La risposta di Orsi. La risposta del primo cittadino a Cunegato (che su Facebook si era chiesto se si era “arrivati ad inventare una notizia per delegittimare qualche immigrato”) è stata durissima. “A causa del polverone sollevato dal consigliere Cunegato un’importante indagine antidroga della polizia locale è stata gravemente pregiudicata” ha affermato Orsi, informando il consiglio comunale di una nota inviatagli dallo stesso Scarpellini e diretta all’autorità giudiziaria. L’indagine – stando alla nota che Scarpellini ha fatto pervenire in comune poche ore prima – avrebbe portato a un’operazione con il reparto mobile della polizia di stato per la cinturazione dell’area. “Complimenti a tutti – ha affermato perentorio il sindaco di Schio – avete raggiunto vostro scopo, vi siete messi da una parte ben chiara, ma io sono dall’altra”.

Orsi, a Scarpellini e ai suoi uomini ho confermato “massima e illimitata stima, sarò sempre al vostro fianco in tutti i vostri futuri incarichi” ha affermato, parlando di “macchina dell’infamia” della quale “ci si dovrebbe vergognare”. Il sindaco ha sottolineato anche come quello in questione sia “un caso delicato di lotta agli stupefacenti che vede coinvolta una minore, un caso da trattare quindi con una certa etica. Non insegnerò io al comandante, con la sua esperienza ventennale, come fare il suo lavoro. Gli atti istruttori sono secretati e nemmeno il sindaco può accedervi”.

Il primo cittadino ha accusato Cunegato di agire “come un militante dei centri sociali” e poi, soffermandosi sul suo ruolo di insegnante, ha citato la vicenda della “prof” che ad una manifestazione a Torino ha insultato le forze dell’ordine augurando loro la morte. “Pochi giorni fa – ha proseguito – alcuni militanti presenti qua a Schio hanno volantinato davanti alle scuole chiedendo che vengano dati mezzi per un uso consapevole delle droghe. Abbiamo toccato il fondo: la scuola dovrebbe insegnare il rispetto delle regole civili, non queste cose. Il mandato alla polizia locale, è chiaro, manderò ancora se necessario controlli, anche nelle scuole, dove la droga non deve entrare”.

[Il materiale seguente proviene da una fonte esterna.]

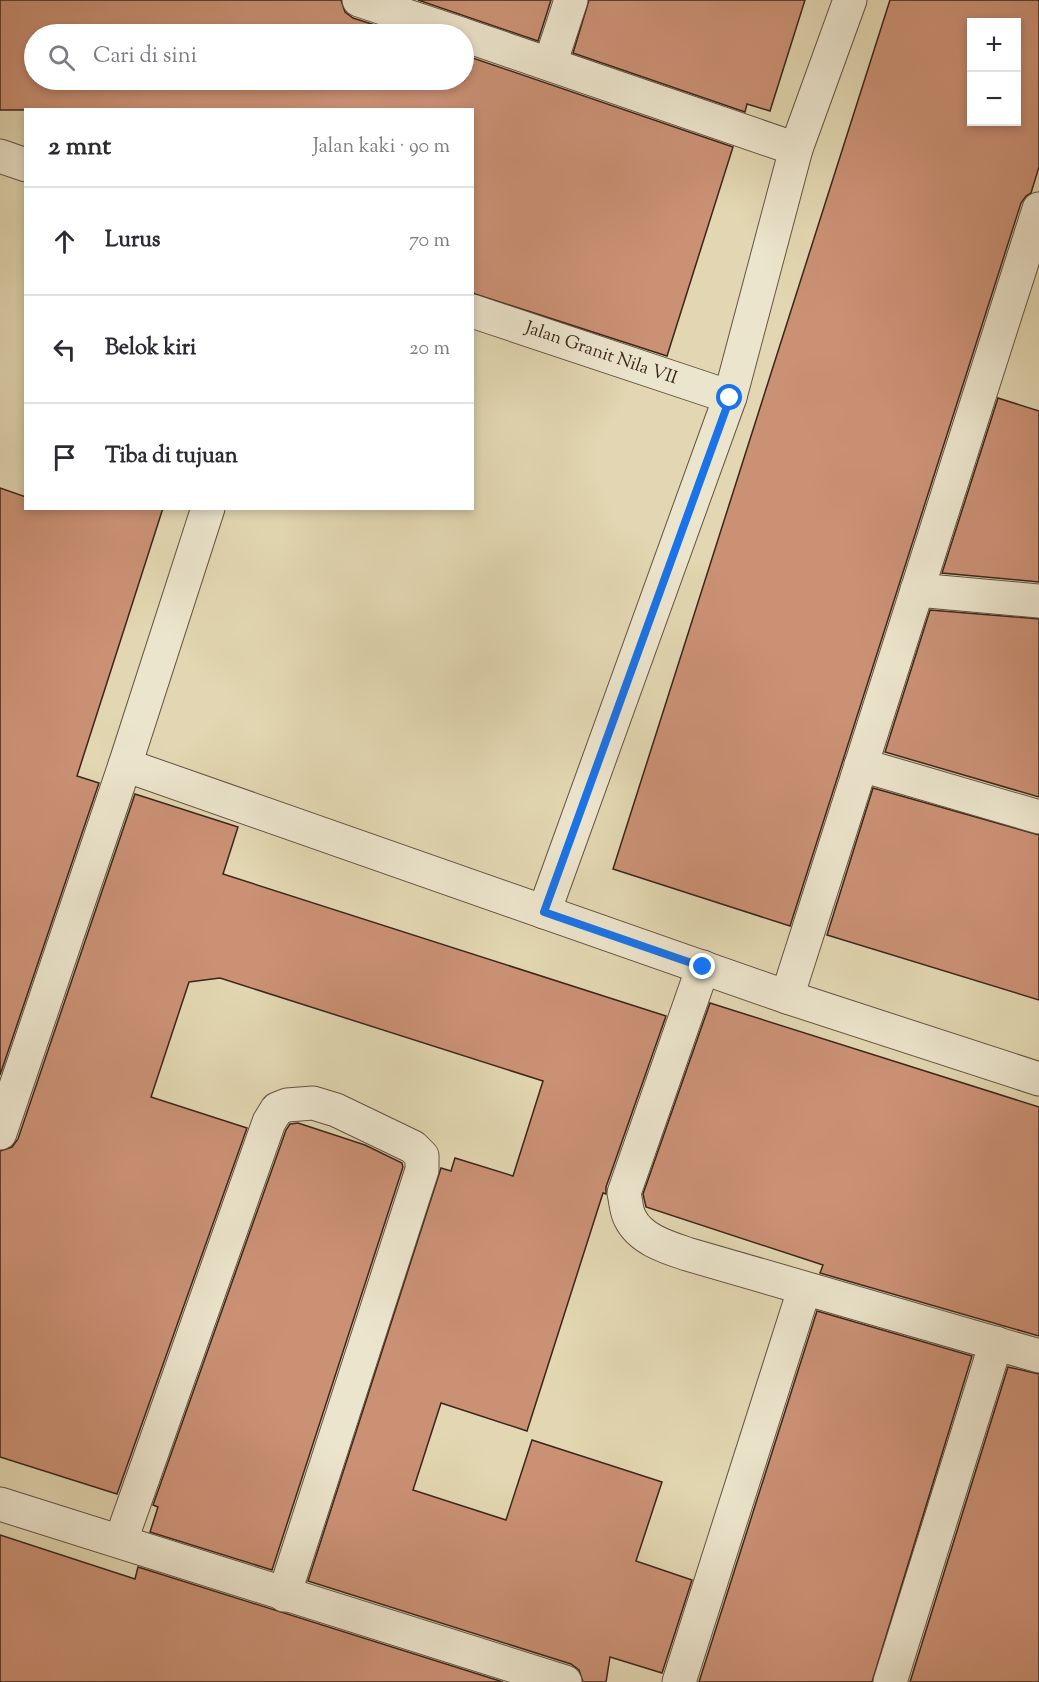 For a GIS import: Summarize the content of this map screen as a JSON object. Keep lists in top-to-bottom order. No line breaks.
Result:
{"streets":{"street":["Jalan Granit Nila VII"]},"page":{"map_buttons":["+","−"],"search":"Cari di sini","heading":["2 mnt","Jalan kaki · 90 m"],"list":[["Lurus","70 m"],["Belok kiri","20 m"],"Tiba di tujuan"]}} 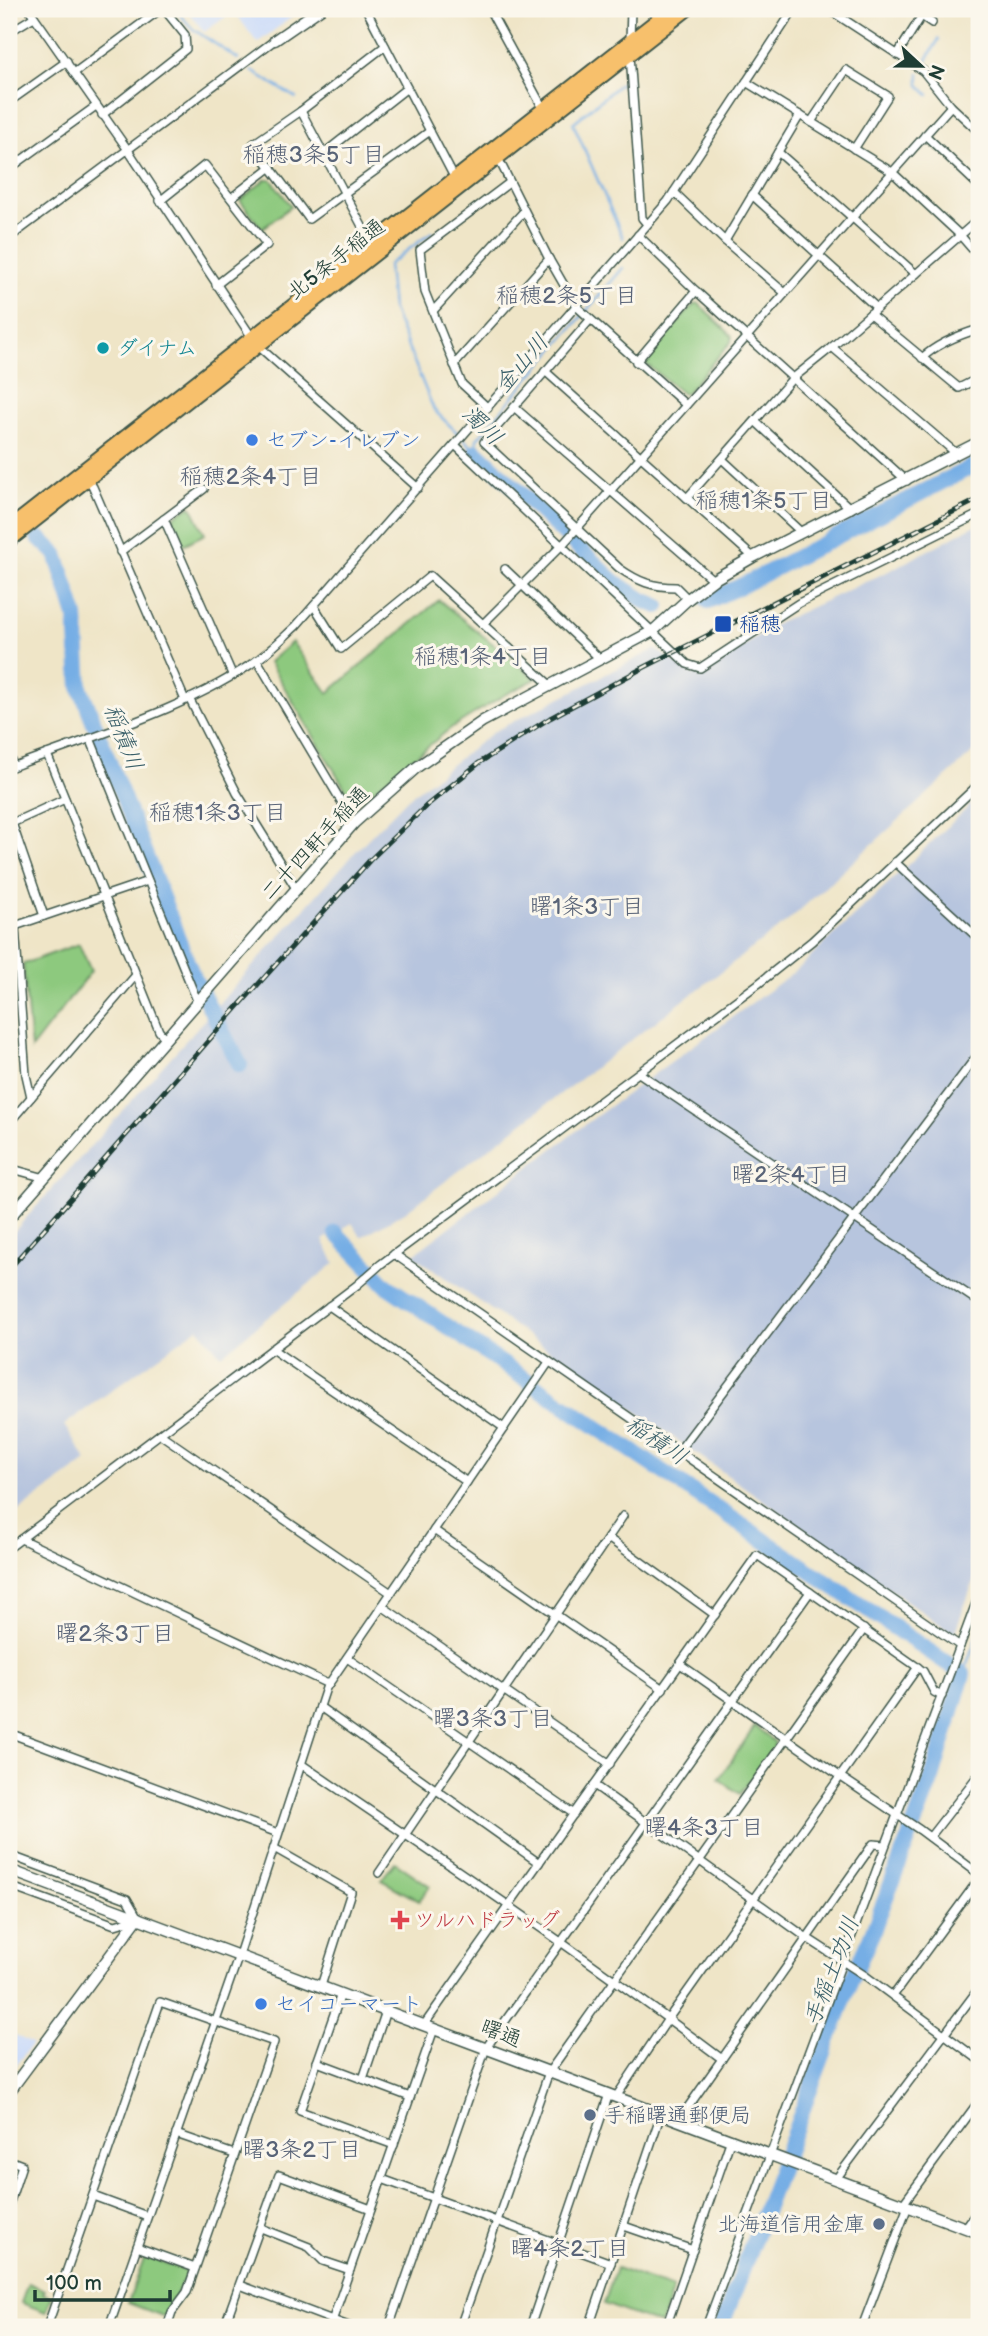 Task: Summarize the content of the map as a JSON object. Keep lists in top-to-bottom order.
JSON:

Orsi ha anche invitato i referenti e gli iscritti al Pd locale a prendano una posizione chiara su questi temi. Un’affermazione non caduta a caso, dato che proprio in questi giorni due esponenti del direttivo del Pd scledense, Vanni Potente e Chiara Guglielmi, si sono dimessi perché in disaccordo con il comunicato del capogruppo e del segretario in appoggio alla richiesta di chiarezza di Cunegato.

Solo alla fine, il sindaco ha dato la sua risposta in merito all’interrogazione, confermando di non essere stato preventivamente al corrente dell’operazione, “come spesso accade sia con la polizia locale che con i carabinieri. Alla polizia locale quello che io chiedo sono i risultati”. Una risposta che, ovviamente, non ha soddisfatto il consigliere comunale di TessiAmo Schio.